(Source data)
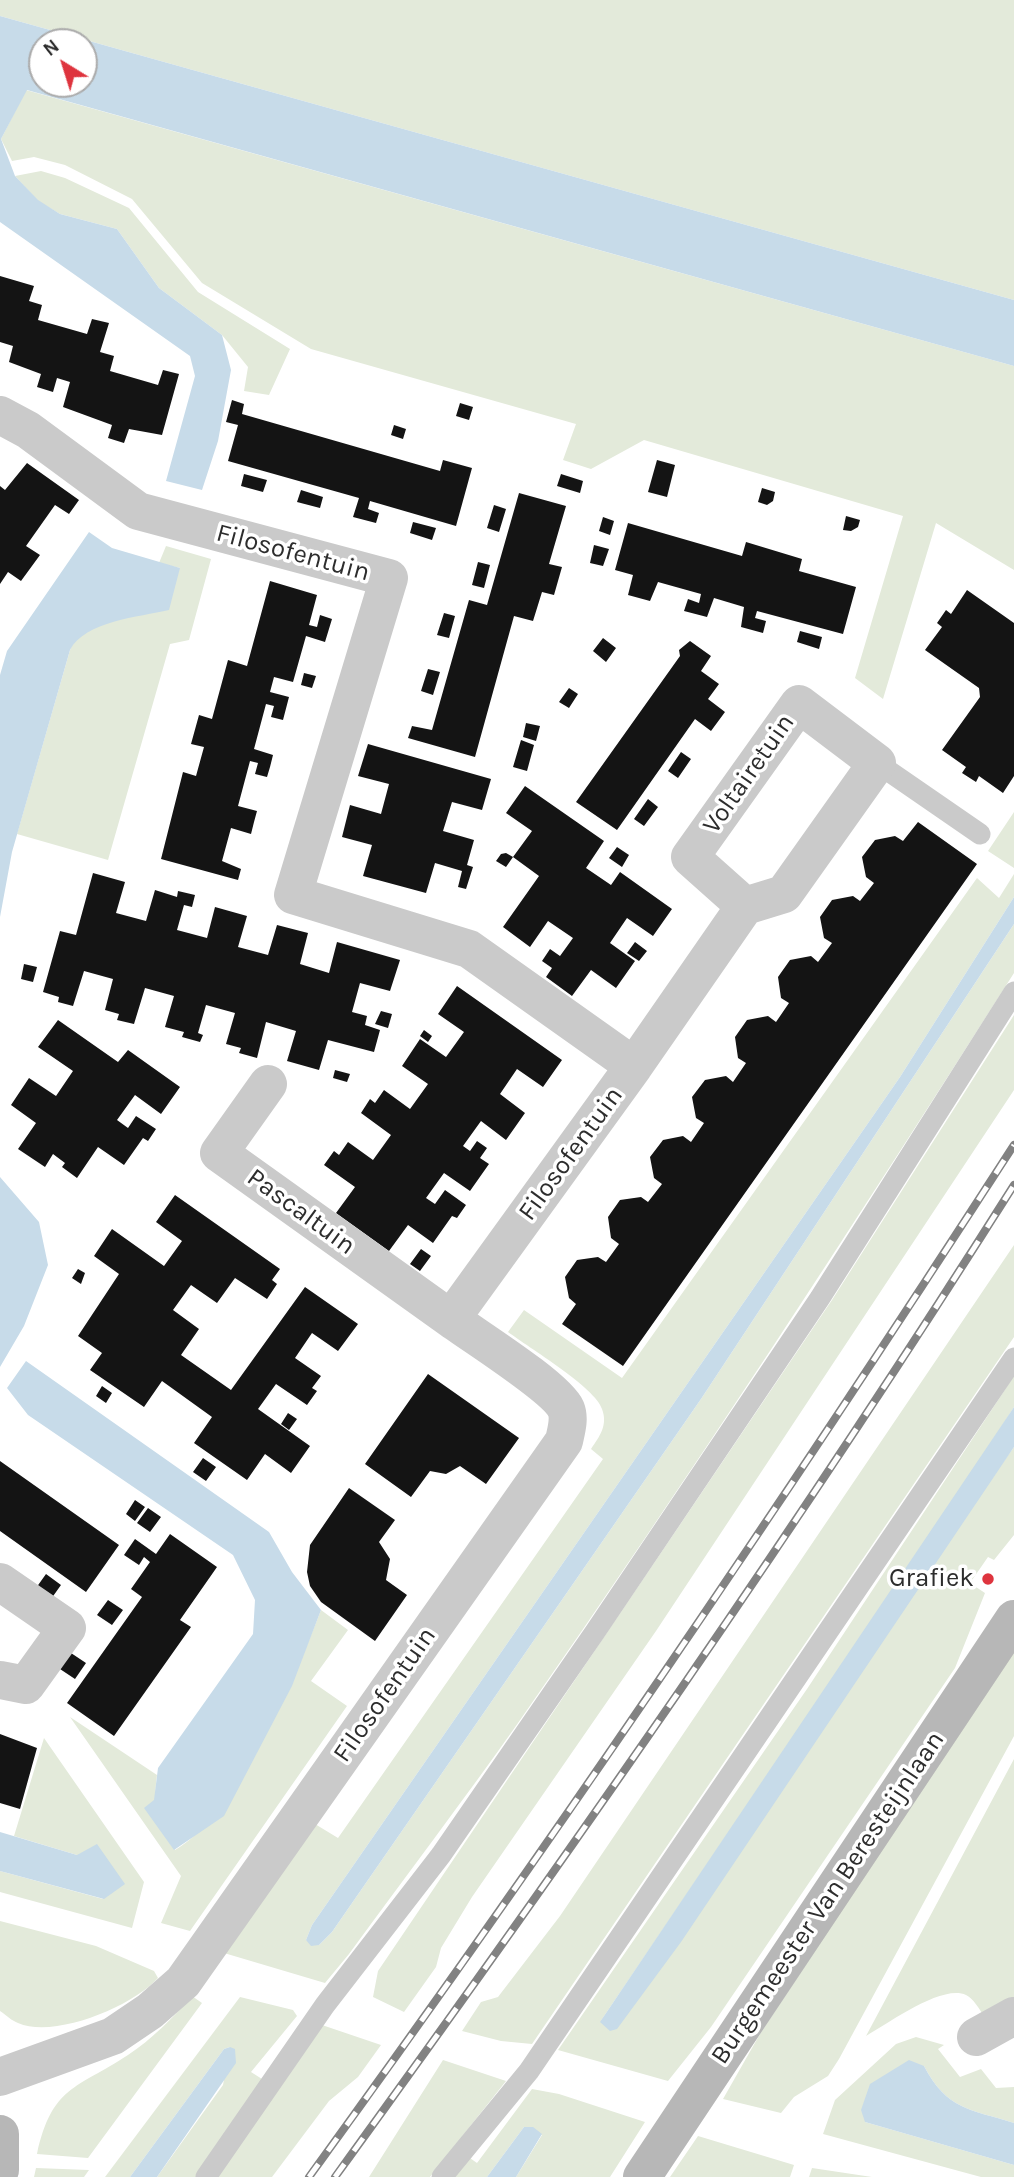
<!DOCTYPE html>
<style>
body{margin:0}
#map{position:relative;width:1014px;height:2177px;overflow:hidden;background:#fff;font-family:Karla,sans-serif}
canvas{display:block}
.north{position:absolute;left:28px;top:28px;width:70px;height:70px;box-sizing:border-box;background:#fff;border:2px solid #ababab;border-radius:50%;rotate:322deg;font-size:19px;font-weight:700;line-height:28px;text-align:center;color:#2d2d2d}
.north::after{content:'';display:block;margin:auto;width:24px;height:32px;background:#de343e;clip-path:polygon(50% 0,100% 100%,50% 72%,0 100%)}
</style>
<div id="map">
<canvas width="1014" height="2177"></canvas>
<div class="north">N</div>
</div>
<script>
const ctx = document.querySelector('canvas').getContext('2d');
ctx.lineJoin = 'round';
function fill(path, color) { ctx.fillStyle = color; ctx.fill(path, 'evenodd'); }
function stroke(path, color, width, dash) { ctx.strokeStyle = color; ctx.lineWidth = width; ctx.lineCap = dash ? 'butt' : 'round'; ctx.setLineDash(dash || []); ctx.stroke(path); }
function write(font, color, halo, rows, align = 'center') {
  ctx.font = font + ' Karla,sans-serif'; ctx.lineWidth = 7; ctx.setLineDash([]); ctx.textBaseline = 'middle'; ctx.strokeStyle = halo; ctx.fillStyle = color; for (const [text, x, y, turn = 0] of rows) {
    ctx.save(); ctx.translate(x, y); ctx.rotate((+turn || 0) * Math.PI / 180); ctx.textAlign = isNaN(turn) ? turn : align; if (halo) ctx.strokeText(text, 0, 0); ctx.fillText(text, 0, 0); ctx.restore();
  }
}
const green = new Path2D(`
 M0,0h1014v300l-1014,-284z
 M26,90l988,276v204l-78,-47 -53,176 -28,-21 48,-162 -259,-76 -53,29 -28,-9 13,-36 -265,-75 -109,-66 -70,-84 -67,-34 -31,-8 -22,4 -11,-22z
 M41,171l24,7 64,30 69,84 92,57 -21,46 -25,-4 4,-24 -26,-32 -63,-47 -42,-59 -57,-15 -22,-13 -23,-25z
 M166,546l45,13 -22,81 -19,4 -62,216 -91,-26 53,-184 5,-11 105,-71 -21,-5z
 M1014,812v56l-26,-17z
 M1014,874v23l-114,180 -588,848 -6,15 13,5 13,-13 369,-533 313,-475v49c-161,253 -324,504 -496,750 -55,78 -113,154 -169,231l-24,29 -101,-30 91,-129 23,14 265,-379 -12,-10c9,-13 17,-24 11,-40 -6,-21 -74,-62 -94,-77l16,-22 98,68 355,-500 22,20z
 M1014,1015v75l-358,541 -184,266 -31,51 -5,19 -32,45 -31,-15 5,-26 454,-671z
 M1014,1245v92l-482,707 -31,-3 -39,-10 19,-29 17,-5 62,-81z
 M1014,1376v31l-39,62 -375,553 414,-575v88l-20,25 -6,-3 -18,26 15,10 -30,75 -244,359 -43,54 -110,-31 249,-361z
 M321,1610l27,20 -37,51 36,25 -157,225 -29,-8 20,-47 -111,-159 87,58c-4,30 -1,51 18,75 31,-19 43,-41 63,-71 36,-56 59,-107 83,-169z
 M1014,1649v87l-175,323 -11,17 -34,21 -13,16 -58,-14 37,-65z
 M44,1738l100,144 -12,46 -132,-36v-21l103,28 -26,-44 -63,-19z
 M1014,1759v241l-30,16c-5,-7 -10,-17 -18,-21 -24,-11 -77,28 -100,41z
 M0,1921l96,25 58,25 4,7c-25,28 -103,61 -140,45 -6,-2 -12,-8 -18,-12z
 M192,1996l10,7 -114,155 -51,-4c15,-68 39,-65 91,-99 24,-16 45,-37 64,-59z
 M240,1997l53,13 4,6 -46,56 11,7 -66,98h-39l66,-92 7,-38 -6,2 -94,128h-25z
 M322,2025l59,20 -23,32 -29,24 -57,76h-58z
 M916,2037l28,8 -6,4 22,28 21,-8 15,19 18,-1v36c-44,-14 -67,-13 -90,-57l-59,56 149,43v12h-33l-158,-43 12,-34 61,-56z
 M443,2060l63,21 -76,96h-61z
 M532,2089l27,5 86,28 -35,55h-94l26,-42 -18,-8 -37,50h-36l16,-21 10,7z
 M698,2136l96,29 -4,12h-120z
 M36,2168l53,2 -5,7h-50z
 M812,2168l60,9h-63z`);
const water = new Path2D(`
 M0,16l1014,284v66l-987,-276 -26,49 14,37 23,24 22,14 57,15 42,59 63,47 9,35 -13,71 -16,49 -36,-9 29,-105 -5,-20 -190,-134zM42,42h42v42h-42z
 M89,532l23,16 68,20 -11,42c-30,7 -84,11 -99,40l-58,202 -12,65v-242l7,-24z
 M1014,897v27l-313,475 -369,533 -13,13 -8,1 -5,-6 6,-15 588,-848z
 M0,1177l39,45 9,43 -24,61 -24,41z
 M26,1361l243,171 23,40 29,38 -29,76 -68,130 -50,34 -30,-42 10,-8 4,-32 95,-134 2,-34 -22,-45 -205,-140 -21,-27z
 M1014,1407v40l-333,495 -64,87 -7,2 -10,-9z
 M0,1832l77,23 20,-11 28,40 -21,15 -104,-28z
 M230,2047l5,2 1,14 -79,114h-27l94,-128z
 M909,2060l15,6c23,44 46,43 90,57v42l-149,-43 -4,-12 9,-26z
 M524,2127h9l9,7 -26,43h-29z`);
const building = new Path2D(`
 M0,276l34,10 -5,15 13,4 -4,15 49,14 5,-15 17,4 -9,29 14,4 -4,15 48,14 5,-15 16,4 -17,61 -33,-6 -5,14 -16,-5 4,-13 -49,-18 7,-25 -13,-4 -4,14 -16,-5 4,-13 -32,-12 4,-16 -13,-4z
 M232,400l12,4 -2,10 198,57 3,-11 29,8 -16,58 -86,-25 -2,8 11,4 -3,10 -23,-6 6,-19 -131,-37 10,-36 -12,-3z
 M460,403l13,4 -4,13 -13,-4z
 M394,425l12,4 -3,10 -12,-4z
 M657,460l18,5 -8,32 -19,-5z
 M27,463l52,37 -10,14 -14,-9 -29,41 14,9 -19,26 -13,-9 -8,12v-98l5,4z
 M244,474l23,6 -4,12 -22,-6z
 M561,474l22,7 -3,12 -23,-7z
 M762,488l13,4 -2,9 -6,4 -9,-3z
 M301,490l22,7 -3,11 -23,-6z
 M519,493l47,13 -17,58 13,3 -8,28 -12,-3 -9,29 -19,-5 -39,141 -67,-19 4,-12 20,4 37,-130 18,5z
 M494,505l12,4 -7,23 -12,-4z
 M846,516l14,4 -2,7 -7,4 -8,-1z
 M603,517l11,4 -4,14 -11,-4z
 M413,522l23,6 -4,12 -22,-7z
 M628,523l114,33 4,-14 56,17 -3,12 57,16 -13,47 -86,-23 -2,7 11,3 -3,12 -22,-6 3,-20 -30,-9 -7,19 -23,-6 4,-12 11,4 2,-9 -43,-12 -8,19 -22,-6 5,-20 -18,-5z
 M594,545l15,4 -6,17 -13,-3z
 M478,562l12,3 -6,23 -12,-3z
 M270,581l47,14 -8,30 8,2 3,-12 12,4 -7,23 -19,-6 -13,46 -19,-5 -4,15 19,5 -6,23 -12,-3 3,-11 -8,-2 -12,45 19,6 -3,12 -3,10 -12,-3 3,-11 -8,-2 -12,45 19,5 -3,11 -3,12 -20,-6 -9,33 19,8 -3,11 -77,-21 22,-87 13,4 8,-29 -13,-3 8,-29 13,4 16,-59 19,6z
 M967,590l47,33v153l-11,17 -24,-17 -3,6 -14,-9 4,-6 -24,-17 38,-53 -1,-9 -54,-38 17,-23 -5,-4 9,-13 5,4z
 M444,613l11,3 -6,22 -12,-3z
 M800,631l22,6 -3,12 -22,-7z
 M603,638l13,10 -10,14 -13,-11z
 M690,641l21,15 -10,15 18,13 -11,15 17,13 -14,19 -16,-12 -78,111 -41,-28 104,-146 -1,-6z
 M428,669l12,3 -7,23 -12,-4z
 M304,673l12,3 -4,12 -11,-3z
 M569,688l9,6 -9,14 -10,-6z
 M526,723l14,3 -4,15 -13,-4z
 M521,740l13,5 -7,26 -14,-4z
 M368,744l123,35 -9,31 -30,-8 -9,29 31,9 -7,25 6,2 -7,22 -8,-2 4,-16 -27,-8 -9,30 -63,-17 9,-31 -30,-8 8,-32 31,9 8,-30 -31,-8z
 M681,752l10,7 -13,19 -10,-7z
 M525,786l79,55 -18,27 25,17 9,-13 52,37 -19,27 -26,-18 -17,25 25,18 -19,27 -25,-18 -19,26 -26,-19 6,-9 -10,-7 8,-12 10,7 13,-18 -25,-17 -18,26 -27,-20 36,-51 -26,-19 19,-26 -26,-18z
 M648,799l10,8 -14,19 -10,-7z
 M918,822l59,42 -354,502 -61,-42 14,-20 -7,-6 -4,-21 12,-17 21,-3 8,5 13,-18 -8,-6 -3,-21 12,-17 21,-3 7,5 14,-18 -8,-6 -4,-21 13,-17 20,-4 8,6 13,-19 -8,-5 -4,-21 13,-17 21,-4 7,6 13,-19 -8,-5 -3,-21 12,-17 21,-4 8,6 13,-19 -8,-5 -3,-21 12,-17 21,-4 7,6 14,-19 -8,-5 -4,-21 12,-17 21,-4 7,5 14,-18 -8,-6 -4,-20 13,-17 20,-4 8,5z
 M617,847l12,8 -7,12 -13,-9z
 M506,853l7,4 -7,10 -10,-6 5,-7z
 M93,873l32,9 -9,31 30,8 9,-31 22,7 1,-6 17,4 -3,12 -8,-2 -7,25 30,8 8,-31 32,9 -9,31 30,8 9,-30 31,8 -8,31 29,9 8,-31 63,18 -10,31 -30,-8 -8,29 15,4 -2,9 15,5 -6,22 -46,-12 -9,30 -32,-9 9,-30 -30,-9 -9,36 -18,-5 2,-5 -15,-4 9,-31 -29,-8 -8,28 5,2 -3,7 -18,-5 2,-5 -19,-5 9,-31 -29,-8 -11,36 -17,-4 2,-6 -14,-4 8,-31 -29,-8 -11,35 -15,-4 1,-5 -16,-5 17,-61 16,4z
 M635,942l12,9 -8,10 -12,-8z
 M24,964l13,3 -4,15 -12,-3z
 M457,986l105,74 -19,27 -26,-18 -17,25 25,19 -19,27 -25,-19 -18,25 7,5 7,-10 10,7 -7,10 9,6 -19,27 -26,-18 -18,25 9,6 10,-14 21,15 -9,13 -5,-2 -19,27 -25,-18 -19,26 -53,-38 19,-26 -31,-22 10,-14 5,4 9,-13 25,18 18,-25 -30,-22 9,-14 5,4 9,-13 26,19 18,-25 -26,-18 18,-27 26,18 18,-25 -26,-18z
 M381,1011l11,3 -4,14 -13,-4z
 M58,1020l60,42 10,-12 52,37 -19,27 -26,-19 -18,25 11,8 8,-12 20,13 -8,12 -5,-3 -19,27 -26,-18 -21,31 -15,-11 3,-4 -12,-9 -8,13 -27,-18 18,-26 -25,-18 18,-27 27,18 17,-25 -35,-24z
 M424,1030l8,6 -4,6 -8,-6z
 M335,1070l15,4 -3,8 -14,-4z
 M175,1195l105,74 -8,11 5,4 -10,15 -32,-21 -18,25 -26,-18 -18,25 26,19 -18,26 50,35 74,-103 53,37 -20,27 -26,-18 -17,25 26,18 -9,12 5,3 -10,14 -31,-21 -18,25 52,37 -19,27 -26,-19 -18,26 -53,-37 18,-26 -50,-36 -18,26 -54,-37 12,-17 -24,-17 41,-62 -25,-18 18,-27 52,37 18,-25 -26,-19z
 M421,1249l10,7 -11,15 -10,-7z
 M78,1269l7,4 -4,11 -9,-6z
 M428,1374l91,64 -33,46 -26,-18 -14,8 -16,-3 -19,26 -46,-33z
 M102,1386l10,7 -6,10 -10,-7z
 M288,1413l9,6 -8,11 -8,-6z
 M203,1458l13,9 -10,14 -13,-9z
 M0,1461l119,84 -33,47 -86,-61z
 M349,1488l46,32 -16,22 11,17 -4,21 21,15 -32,46 -54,-39 -11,-16 -3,-14 3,-27z
 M135,1500l10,7 -10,14 -9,-7z
 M148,1508l13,9 -11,15 -13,-9z
 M170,1534l47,33 -37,53 11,7 -77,109 -47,-33 75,-106 -11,-8 19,-27 -6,-5 -5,8 -15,-10 11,-16 21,15z
 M46,1574l15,11 -10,14 -15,-11z
 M108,1600l15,10 -11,15 -15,-10z
 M71,1653l15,10 -11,16 -15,-10z
 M0,1734l37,14 -17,61 -20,-6z`);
const service = new Path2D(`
 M877,763l103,71
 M206,2177l119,-172 116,-150 154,-223 225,-334 194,-306
 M442,2177l87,-106 485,-713`);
const minor = new Path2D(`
 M0,415l28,15 110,81 251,67 -96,317 176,54 165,117 -183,253c23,17 105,68 115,90 4,10 0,22 -2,32l-381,541 -33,29 -37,25 -113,41
 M634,1066l111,-160 -55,-49 109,-153 78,59 -93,131 -39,12
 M268,1084l-49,69 232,166
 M0,1582l67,46 -41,57 -26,-5
 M976,2037l38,-21`);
const secondary = new Path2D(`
 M0,2134v36
 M642,2177l372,-558`);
const rail = new Path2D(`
 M309,2177c245,-337 479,-682 705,-1032
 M335,2177c235,-324 465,-653 679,-992`);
const markers = [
 [988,1579,7,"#de343e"]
];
const streetNames = [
 ["Filosofentuin",293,553,15],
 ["Voltairetuin",749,774,-55],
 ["Filosofentuin",571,1154,-54],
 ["Pascaltuin",301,1212,36],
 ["Filosofentuin",385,1695,-55],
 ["Burgemeester Van Beresteijnlaan",828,1898,-56]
];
const poiNames = [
 ["Grafiek",974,1579]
];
fill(green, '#e3eada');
fill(water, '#c7dbe9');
fill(building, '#141414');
stroke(service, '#cacaca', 21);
stroke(minor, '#cacaca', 38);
stroke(secondary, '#b7b7b7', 38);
stroke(rail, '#828282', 8);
stroke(rail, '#fff', 5, [16]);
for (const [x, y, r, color] of markers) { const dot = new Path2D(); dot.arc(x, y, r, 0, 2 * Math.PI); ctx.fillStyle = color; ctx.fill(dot); stroke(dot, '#fff', 2.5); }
write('26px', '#2d2d2d', '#fff', streetNames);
write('26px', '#2d2d2d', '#fff', poiNames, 'right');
</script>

Your goal
Out of the records above, pull each line containing the word "center".

Your response
.north{position:absolute;left:28px;top:28px;width:70px;height:70px;box-sizing:border-box;background:#fff;border:2px solid #ababab;border-radius:50%;rotate:322deg;font-size:19px;font-weight:700;line-height:28px;text-align:center;color:#2d2d2d}
function write(font, color, halo, rows, align = 'center') {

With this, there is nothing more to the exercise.